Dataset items
====

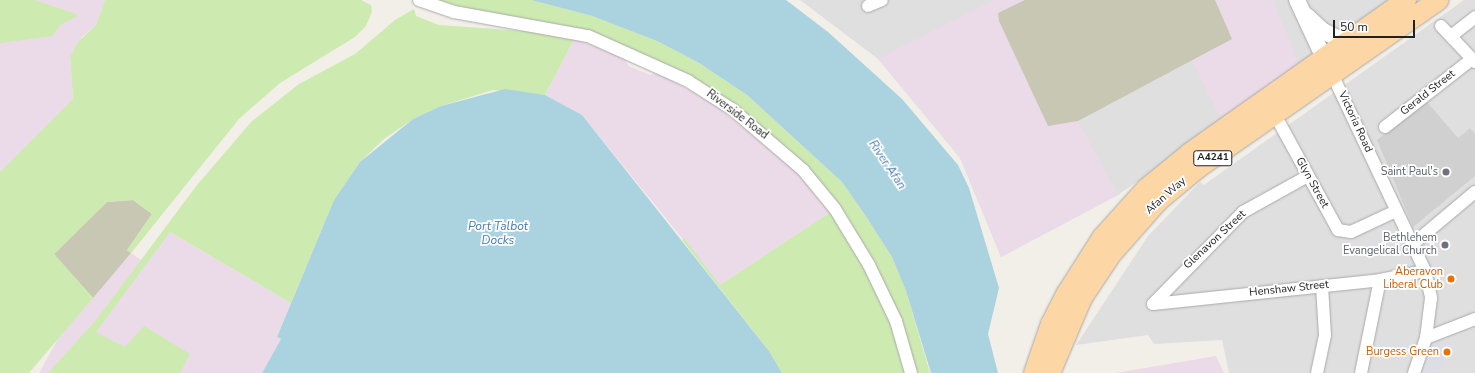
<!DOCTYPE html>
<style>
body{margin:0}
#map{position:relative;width:1475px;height:373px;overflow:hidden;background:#f2efe9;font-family:"Nunito Sans",sans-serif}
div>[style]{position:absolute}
.residential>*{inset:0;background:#e0dfdf}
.industrial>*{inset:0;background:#ebdbe8}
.religious>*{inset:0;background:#d0d0d0}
.construction>*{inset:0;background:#c7c7b4}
.grass>*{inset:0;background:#cdebb0}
.plaza>*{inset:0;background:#dddde8}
.water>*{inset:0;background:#aad3df}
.roads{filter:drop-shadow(0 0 1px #a9a9a9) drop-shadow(0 0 1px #a9a9a9)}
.minor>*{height:12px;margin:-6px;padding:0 6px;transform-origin:6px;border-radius:6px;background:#fff}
.tertiary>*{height:16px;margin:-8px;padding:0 8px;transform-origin:8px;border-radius:8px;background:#fff}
.primary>*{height:20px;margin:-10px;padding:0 10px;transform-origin:10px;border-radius:10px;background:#fcd6a4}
.dots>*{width:11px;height:11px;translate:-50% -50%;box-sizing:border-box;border:2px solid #fff;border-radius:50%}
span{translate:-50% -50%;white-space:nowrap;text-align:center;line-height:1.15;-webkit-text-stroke:3.5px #fff;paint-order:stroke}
.shield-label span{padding:1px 3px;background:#fff;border:1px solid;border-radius:3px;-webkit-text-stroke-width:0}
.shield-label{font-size:10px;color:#222;font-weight:700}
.street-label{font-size:11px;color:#222}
.worship-label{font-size:11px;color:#5b616d}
.right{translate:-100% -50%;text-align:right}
.food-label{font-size:11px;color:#c56008}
.water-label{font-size:12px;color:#4a7aab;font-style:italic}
.scale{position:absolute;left:1333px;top:20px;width:82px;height:18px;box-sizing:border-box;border:2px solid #222;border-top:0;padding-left:5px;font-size:12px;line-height:14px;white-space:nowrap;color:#222;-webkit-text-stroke:3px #fff;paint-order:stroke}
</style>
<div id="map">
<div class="residential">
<i style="clip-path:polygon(800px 0,1398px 0,1118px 195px,1001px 257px,960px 158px,878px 59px)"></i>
<i style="clip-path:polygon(1464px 0,1475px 0,1475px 373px,1229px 373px,1222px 340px,1154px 344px,1148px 335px,1076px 345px,1148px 236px,1200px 182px,1204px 185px)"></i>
</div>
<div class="industrial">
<i style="clip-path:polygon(0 0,105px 0,96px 25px,82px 37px,70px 56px,73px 99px,0 172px)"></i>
<i style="clip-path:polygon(994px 0,1273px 0,1298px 62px,1256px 96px,1220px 117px,1192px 60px,1077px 119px,1118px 195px,1001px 257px,961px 158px,878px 59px)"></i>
<i style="clip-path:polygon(574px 39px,621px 55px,629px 66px,650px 75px,658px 72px,718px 107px,781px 159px,785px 155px,835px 209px,720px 285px,582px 115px,545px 95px)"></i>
<i style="clip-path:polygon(127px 200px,152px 214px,152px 227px,131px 253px,141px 260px,170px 232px,291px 303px,277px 337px,281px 339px,262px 373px,39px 373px,58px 339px,93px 297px,13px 213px)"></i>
<i style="clip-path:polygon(1216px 356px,1224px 373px,1115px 373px)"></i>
</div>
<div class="religious">
<i style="clip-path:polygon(1427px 102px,1458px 138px,1470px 128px,1475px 134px,1475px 176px,1413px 227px,1377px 140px)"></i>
</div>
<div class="construction">
<i style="clip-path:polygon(1025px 0,1215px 0,1232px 39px,1078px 121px,1048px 126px,999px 21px,998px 13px)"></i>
<i style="clip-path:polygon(133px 200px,152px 214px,127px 250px,131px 253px,93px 298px,54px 254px,107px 202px)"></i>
</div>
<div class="grass">
<i style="clip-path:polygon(0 0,35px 0,79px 15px,60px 25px,53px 36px,0 43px)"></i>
<i style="clip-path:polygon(105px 0,361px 0,371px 5px,372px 12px,366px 26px,355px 37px,280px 83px,239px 119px,131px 253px,127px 250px,152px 214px,133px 200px,107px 202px,54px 254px,93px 298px,29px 373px,0 373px,0 172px,73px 99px,70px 56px,78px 42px,96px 25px)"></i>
<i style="clip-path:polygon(438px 0,531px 0,592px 16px,657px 41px,699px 63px,747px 95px,842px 182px,865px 215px,892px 257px,906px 291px,930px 373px,782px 373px,769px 351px,682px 240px,684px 238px,720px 285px,835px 209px,732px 109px,617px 49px)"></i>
<i style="clip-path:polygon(414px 9px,416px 16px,439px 25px,538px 32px,574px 39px,545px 95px,493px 90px,441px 106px,413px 119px,384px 139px,360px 162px,334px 200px,291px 303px,170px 232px,96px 332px,125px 347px,144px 326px,190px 354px,180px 373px,48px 373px,96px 320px,197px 185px,252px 121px,299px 84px,355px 54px,395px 20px)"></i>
</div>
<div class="plaza">
<i style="clip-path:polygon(1439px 342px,1447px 367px,1424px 373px,1434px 345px)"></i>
</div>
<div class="water">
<i style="clip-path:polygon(531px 0,786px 0,828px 32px,902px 99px,958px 165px,969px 188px,999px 288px,988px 334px,998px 373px,931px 373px,906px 291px,892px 257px,865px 215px,842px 182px,747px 95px,699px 63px,657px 41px,592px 16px)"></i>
<i style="clip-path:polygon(505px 89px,545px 95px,582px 115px,769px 351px,782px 373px,262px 373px,281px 339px,277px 337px,334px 200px,360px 162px,413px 119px,441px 106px)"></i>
</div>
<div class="roads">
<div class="minor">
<i style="left:419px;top:0;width:37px;rotate:19deg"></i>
<i style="left:454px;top:12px;width:136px;rotate:10.2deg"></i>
<i style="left:588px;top:36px;width:110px;rotate:24.2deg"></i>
<i style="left:688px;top:81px;width:52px;rotate:32.5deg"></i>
<i style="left:732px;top:109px;width:94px;rotate:40.7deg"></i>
<i style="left:803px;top:170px;width:50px;rotate:50.6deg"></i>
<i style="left:835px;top:209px;width:66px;rotate:58.7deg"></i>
<i style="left:869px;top:265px;width:62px;rotate:64.3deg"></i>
<i style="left:896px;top:321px;width:54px;rotate:73.9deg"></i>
<i style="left:868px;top:6px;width:15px;rotate:-23deg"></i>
<i style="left:1441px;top:26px;width:50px;rotate:46.6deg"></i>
<i style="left:1451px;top:36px;width:31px;rotate:-38deg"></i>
<i style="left:1332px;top:74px;width:218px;rotate:64.7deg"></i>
<i style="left:1425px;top:271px;width:28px;rotate:77deg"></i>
<i style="left:1431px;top:298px;width:40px;rotate:97.1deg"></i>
<i style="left:1426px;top:338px;width:37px;rotate:109deg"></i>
<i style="left:1280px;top:124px;width:121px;rotate:61.3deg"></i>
<i style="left:1338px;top:230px;width:13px;rotate:9deg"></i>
<i style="left:1351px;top:232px;width:50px;rotate:-25deg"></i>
<i style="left:1385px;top:127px;width:110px;rotate:-38deg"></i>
<i style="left:1413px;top:244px;width:81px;rotate:-40deg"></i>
<i style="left:1153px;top:304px;width:228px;rotate:-6deg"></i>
<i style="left:1380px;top:280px;width:46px;rotate:-11.3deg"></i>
<i style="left:1153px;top:304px;width:129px;rotate:-45.6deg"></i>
<i style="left:1243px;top:212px;width:74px;rotate:-29deg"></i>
<i style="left:1426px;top:338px;width:53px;rotate:-21.2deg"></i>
<i style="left:1317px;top:373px;width:39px;rotate:-78deg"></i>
<i style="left:1325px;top:335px;width:49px;rotate:-93.5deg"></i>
<i style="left:1361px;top:373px;width:95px;rotate:-78.5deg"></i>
</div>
<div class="tertiary">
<i style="left:1297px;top:0;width:76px;rotate:65.1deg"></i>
<i style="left:1307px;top:16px;width:22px;rotate:43deg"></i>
<i style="left:1323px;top:31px;width:25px;rotate:26deg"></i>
</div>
<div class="primary">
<i style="left:1034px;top:373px;width:52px;rotate:-70.9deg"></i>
<i style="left:1051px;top:324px;width:35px;rotate:-63deg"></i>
<i style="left:1067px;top:293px;width:65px;rotate:-57.5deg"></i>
<i style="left:1102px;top:238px;width:66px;rotate:-48.1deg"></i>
<i style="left:1146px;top:189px;width:57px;rotate:-39.3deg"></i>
<i style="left:1190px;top:153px;width:265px;rotate:-35.3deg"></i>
<i style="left:1050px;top:373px;width:82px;rotate:-66.9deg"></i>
<i style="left:1082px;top:298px;width:54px;rotate:-56.3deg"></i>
<i style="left:1112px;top:253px;width:69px;rotate:-48.5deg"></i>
<i style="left:1158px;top:201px;width:53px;rotate:-39.7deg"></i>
<i style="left:1199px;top:167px;width:292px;rotate:-34.9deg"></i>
</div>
</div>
<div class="dots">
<i style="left:1446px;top:172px;background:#6b7280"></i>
<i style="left:1445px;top:245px;background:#6b7280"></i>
<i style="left:1451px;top:279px;background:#e8710a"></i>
<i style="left:1447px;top:352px;background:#e8710a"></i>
</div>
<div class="shield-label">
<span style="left:1213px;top:158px">A4241</span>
</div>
<div class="street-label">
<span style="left:1428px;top:93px;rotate:-38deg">Gerald Street</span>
<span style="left:737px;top:115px;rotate:37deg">Riverside Road</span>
<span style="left:1355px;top:122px;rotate:65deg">Victoria Road</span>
<span style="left:1312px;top:183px;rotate:61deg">Glyn Street</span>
<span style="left:1166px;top:196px;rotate:-41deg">Afan Way</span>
<span style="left:1215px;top:240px;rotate:-43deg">Glenavon Street</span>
<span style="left:1289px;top:289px;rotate:-6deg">Henshaw Street</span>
</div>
<div class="worship-label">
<span class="right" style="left:1438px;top:172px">Saint Paul's</span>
<span class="right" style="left:1437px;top:245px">Bethlehem<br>Evangelical Church</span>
</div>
<div class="food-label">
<span class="right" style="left:1443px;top:279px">Aberavon<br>Liberal Club</span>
<span class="right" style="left:1439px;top:352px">Burgess Green</span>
</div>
<div class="water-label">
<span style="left:887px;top:165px;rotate:56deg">River Afan</span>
<span style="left:498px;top:234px">Port Talbot<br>Docks</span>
</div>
<div class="scale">50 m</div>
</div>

====

Identify the lines of the data that contain the word "roads". Copy each of them.

.roads{filter:drop-shadow(0 0 1px #a9a9a9) drop-shadow(0 0 1px #a9a9a9)}
<div class="roads">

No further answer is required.